╭─ PROVIDED RECORDS

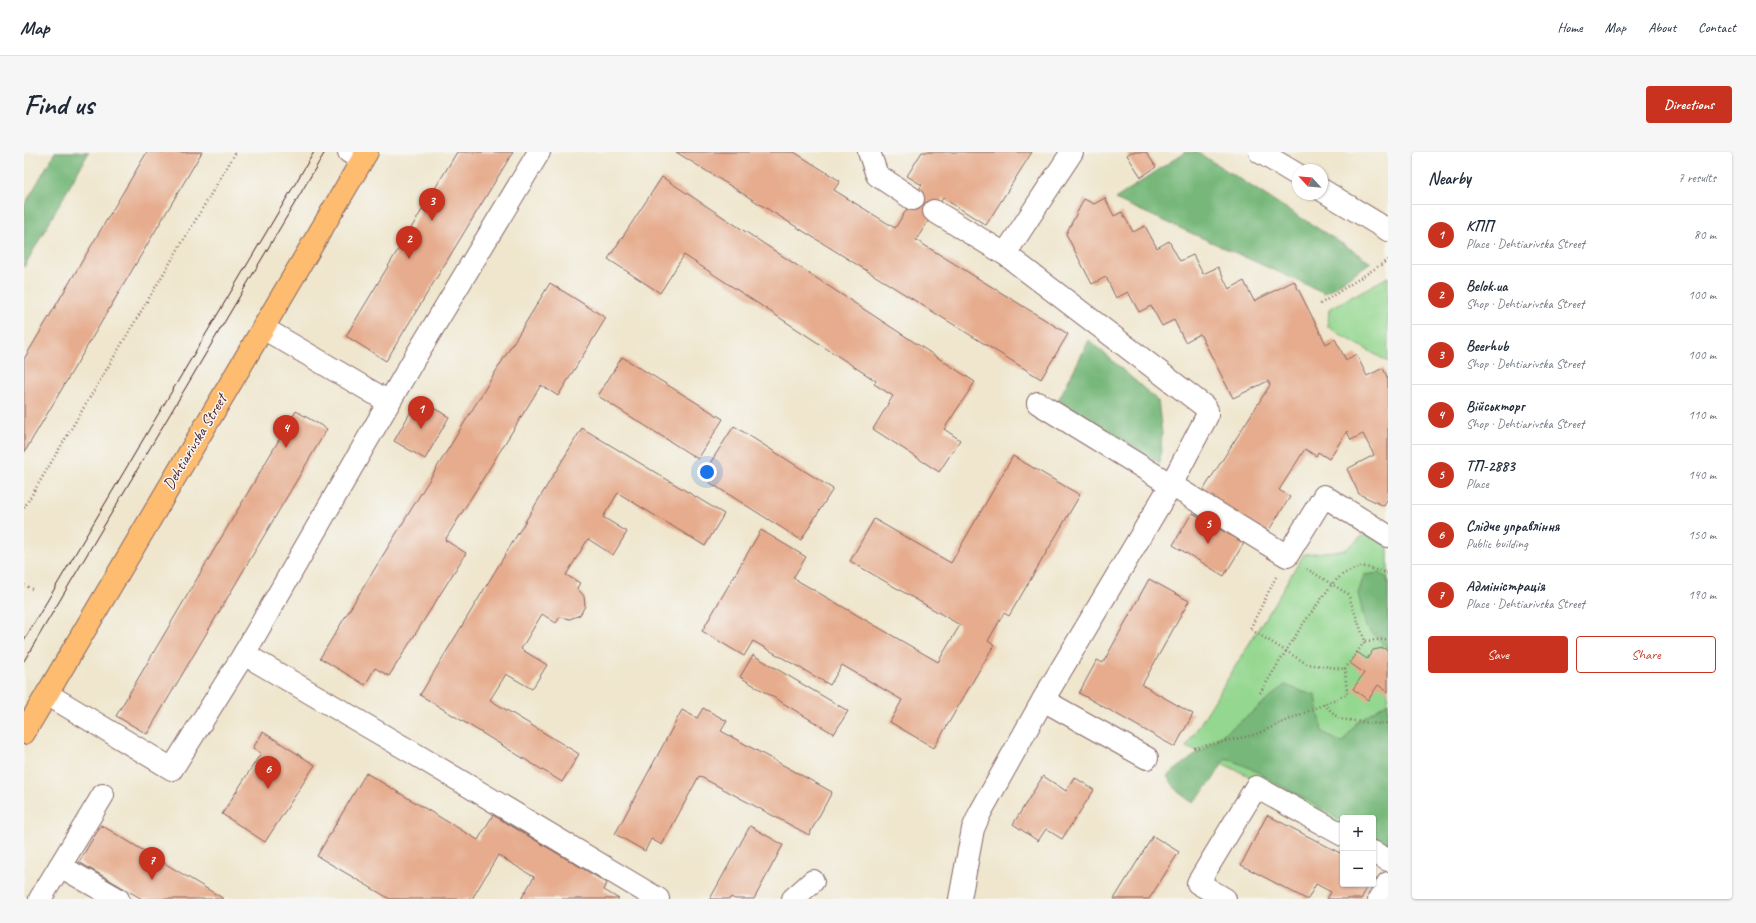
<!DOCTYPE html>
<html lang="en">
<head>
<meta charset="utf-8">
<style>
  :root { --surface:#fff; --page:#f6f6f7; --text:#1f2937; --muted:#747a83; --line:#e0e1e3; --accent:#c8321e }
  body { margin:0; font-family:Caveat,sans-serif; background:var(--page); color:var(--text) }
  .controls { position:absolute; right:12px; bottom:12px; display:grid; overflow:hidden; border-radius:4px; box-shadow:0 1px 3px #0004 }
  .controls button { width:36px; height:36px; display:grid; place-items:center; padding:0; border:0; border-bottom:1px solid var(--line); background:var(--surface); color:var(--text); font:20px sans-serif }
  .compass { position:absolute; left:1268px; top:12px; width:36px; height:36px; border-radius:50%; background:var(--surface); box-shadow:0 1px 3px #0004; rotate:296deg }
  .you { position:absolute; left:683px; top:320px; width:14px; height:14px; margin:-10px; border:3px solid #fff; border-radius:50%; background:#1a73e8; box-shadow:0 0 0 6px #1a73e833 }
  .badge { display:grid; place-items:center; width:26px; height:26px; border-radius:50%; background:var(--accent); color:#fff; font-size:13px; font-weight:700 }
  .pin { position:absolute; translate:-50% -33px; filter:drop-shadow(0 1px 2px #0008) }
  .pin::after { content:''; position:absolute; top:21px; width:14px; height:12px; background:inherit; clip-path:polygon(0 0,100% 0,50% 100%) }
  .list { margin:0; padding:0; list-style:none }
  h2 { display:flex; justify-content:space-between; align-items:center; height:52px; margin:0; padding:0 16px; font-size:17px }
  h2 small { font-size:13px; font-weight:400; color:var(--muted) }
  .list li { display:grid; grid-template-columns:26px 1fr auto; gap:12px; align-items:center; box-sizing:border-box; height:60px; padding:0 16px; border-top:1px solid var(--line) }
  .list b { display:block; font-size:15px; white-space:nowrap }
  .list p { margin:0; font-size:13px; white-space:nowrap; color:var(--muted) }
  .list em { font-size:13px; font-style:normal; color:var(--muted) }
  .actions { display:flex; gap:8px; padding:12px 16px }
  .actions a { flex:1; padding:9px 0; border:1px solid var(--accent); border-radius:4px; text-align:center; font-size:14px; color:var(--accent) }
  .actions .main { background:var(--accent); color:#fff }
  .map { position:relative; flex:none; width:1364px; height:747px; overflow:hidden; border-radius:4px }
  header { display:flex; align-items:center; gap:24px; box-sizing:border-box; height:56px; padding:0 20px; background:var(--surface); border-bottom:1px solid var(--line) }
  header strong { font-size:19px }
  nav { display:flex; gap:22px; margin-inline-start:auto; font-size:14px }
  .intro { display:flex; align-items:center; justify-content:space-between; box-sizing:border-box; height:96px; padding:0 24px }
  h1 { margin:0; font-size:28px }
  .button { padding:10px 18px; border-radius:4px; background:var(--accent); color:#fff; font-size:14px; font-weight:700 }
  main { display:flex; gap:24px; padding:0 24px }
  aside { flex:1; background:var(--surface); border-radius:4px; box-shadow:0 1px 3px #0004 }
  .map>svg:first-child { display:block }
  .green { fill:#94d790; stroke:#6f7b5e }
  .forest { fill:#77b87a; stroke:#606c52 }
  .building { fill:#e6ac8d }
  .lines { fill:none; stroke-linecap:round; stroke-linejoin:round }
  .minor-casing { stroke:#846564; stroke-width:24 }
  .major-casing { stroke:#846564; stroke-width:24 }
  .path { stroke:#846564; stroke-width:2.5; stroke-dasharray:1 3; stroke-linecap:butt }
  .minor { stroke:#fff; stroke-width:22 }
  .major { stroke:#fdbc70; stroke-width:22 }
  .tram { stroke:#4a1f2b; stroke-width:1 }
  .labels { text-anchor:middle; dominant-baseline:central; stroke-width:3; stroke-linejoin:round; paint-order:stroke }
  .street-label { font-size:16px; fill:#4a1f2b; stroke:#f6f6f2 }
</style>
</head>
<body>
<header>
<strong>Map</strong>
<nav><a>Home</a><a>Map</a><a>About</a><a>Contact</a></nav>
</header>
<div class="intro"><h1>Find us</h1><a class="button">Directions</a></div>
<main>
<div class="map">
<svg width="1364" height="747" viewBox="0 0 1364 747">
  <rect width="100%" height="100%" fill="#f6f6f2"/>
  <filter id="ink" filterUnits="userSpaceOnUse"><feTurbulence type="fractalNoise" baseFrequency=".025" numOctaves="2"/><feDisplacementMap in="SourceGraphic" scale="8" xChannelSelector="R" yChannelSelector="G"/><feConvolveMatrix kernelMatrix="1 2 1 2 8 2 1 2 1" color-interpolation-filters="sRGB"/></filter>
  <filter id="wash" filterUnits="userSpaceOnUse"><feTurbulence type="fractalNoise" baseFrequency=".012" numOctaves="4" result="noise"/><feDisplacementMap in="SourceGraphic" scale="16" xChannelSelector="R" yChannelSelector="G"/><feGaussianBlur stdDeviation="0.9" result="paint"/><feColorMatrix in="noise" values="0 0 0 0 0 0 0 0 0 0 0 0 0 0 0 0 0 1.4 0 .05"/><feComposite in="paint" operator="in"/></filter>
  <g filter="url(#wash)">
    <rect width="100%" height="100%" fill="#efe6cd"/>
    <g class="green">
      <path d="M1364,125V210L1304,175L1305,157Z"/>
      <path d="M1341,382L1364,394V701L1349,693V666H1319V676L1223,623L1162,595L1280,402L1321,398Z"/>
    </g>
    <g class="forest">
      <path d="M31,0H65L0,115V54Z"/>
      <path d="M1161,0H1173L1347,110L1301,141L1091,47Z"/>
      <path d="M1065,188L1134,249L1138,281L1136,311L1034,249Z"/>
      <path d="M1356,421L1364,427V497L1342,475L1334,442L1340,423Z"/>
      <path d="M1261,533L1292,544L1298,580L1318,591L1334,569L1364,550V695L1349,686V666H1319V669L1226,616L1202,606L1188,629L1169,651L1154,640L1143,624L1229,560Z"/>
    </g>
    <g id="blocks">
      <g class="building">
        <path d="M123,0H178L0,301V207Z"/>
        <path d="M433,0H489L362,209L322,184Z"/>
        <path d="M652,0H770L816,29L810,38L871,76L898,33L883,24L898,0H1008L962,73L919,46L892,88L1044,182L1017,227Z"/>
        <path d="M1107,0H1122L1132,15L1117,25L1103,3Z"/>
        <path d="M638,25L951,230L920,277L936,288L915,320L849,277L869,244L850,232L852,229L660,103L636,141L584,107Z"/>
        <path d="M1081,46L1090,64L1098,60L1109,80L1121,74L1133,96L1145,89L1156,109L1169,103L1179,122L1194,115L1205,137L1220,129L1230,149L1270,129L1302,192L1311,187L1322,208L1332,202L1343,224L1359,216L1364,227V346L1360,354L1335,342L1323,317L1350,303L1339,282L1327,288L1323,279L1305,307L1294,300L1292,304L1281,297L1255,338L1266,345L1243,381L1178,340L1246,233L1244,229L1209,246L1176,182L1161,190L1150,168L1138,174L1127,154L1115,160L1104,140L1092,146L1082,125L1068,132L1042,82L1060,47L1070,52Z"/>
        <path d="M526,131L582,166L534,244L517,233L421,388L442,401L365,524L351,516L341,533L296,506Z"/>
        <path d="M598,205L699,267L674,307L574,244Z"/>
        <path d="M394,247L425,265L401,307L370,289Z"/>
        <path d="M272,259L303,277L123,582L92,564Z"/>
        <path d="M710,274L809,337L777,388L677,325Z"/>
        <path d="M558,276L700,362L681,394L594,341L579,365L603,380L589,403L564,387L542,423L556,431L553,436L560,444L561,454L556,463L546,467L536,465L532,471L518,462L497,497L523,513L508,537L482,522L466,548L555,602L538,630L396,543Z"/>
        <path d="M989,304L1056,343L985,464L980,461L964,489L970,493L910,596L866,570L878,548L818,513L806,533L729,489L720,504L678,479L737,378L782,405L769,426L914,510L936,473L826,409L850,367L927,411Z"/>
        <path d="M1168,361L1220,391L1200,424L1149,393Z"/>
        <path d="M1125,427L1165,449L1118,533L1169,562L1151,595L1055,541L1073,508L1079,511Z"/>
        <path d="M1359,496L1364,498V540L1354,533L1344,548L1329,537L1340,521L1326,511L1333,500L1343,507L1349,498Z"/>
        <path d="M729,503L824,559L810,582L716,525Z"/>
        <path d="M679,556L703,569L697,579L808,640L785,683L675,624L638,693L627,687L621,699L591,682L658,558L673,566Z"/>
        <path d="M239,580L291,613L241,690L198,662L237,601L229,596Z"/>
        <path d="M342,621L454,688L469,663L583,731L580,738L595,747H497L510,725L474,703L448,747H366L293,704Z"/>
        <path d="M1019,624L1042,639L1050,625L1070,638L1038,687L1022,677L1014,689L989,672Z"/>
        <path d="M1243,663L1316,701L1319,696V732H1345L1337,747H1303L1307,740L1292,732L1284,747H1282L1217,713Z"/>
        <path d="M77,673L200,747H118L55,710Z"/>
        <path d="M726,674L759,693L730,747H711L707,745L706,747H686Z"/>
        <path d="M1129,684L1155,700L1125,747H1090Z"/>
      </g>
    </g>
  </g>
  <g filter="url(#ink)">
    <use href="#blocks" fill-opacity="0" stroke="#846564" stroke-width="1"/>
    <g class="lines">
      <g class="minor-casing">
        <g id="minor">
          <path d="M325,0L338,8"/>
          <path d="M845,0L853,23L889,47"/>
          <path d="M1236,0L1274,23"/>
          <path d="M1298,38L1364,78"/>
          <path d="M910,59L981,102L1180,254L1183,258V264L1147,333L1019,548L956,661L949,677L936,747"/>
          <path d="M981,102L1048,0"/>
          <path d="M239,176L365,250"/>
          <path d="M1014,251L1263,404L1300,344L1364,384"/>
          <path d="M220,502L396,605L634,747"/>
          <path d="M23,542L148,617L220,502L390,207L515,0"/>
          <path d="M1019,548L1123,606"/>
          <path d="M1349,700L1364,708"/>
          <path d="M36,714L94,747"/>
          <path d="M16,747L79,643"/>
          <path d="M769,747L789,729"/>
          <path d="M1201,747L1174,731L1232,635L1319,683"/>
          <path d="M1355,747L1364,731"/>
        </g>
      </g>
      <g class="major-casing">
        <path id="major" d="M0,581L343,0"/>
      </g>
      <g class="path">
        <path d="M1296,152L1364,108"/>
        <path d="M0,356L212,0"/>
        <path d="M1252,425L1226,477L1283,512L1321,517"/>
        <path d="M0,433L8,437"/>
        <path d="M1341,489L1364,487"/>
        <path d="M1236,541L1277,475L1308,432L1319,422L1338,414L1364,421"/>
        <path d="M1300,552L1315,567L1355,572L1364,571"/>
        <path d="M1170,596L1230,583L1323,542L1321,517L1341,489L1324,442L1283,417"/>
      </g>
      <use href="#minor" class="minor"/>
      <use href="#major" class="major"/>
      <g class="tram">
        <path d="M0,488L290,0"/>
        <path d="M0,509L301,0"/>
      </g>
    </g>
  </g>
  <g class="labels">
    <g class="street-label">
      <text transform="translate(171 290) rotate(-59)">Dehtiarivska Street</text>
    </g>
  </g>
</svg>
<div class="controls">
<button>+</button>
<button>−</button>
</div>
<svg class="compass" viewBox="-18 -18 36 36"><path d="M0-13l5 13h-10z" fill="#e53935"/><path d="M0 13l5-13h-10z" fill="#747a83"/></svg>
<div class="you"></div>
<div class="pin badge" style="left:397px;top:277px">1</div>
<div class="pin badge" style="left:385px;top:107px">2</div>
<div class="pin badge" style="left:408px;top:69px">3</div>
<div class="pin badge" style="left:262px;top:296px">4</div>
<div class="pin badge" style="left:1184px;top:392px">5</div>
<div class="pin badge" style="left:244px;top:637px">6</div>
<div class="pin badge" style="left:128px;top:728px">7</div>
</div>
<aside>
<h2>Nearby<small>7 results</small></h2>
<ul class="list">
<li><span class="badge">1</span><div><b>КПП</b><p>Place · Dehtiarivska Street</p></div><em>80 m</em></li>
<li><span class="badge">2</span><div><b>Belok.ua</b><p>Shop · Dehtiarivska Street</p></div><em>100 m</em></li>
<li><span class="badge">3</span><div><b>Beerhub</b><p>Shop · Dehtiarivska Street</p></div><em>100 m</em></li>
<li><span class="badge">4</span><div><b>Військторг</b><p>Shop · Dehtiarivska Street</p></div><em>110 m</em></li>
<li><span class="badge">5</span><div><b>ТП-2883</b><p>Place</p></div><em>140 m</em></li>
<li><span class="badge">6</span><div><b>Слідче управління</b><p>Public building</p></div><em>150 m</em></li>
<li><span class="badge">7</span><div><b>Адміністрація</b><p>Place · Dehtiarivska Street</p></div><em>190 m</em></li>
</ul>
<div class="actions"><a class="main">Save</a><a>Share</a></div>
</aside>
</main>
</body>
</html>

╰─

EXERCISE OBJECTIVE
Begin with the first line of the records and repeat every line up to the one with "margin:0; font-family:Caveat,sans-serif; background:var(--page);", counting that line too. Pictures are not part of the copy.

ANSWER TO THIS EXERCISE
<!DOCTYPE html>
<html lang="en">
<head>
<meta charset="utf-8">
<style>
  :root { --surface:#fff; --page:#f6f6f7; --text:#1f2937; --muted:#747a83; --line:#e0e1e3; --accent:#c8321e }
  body { margin:0; font-family:Caveat,sans-serif; background:var(--page); color:var(--text) }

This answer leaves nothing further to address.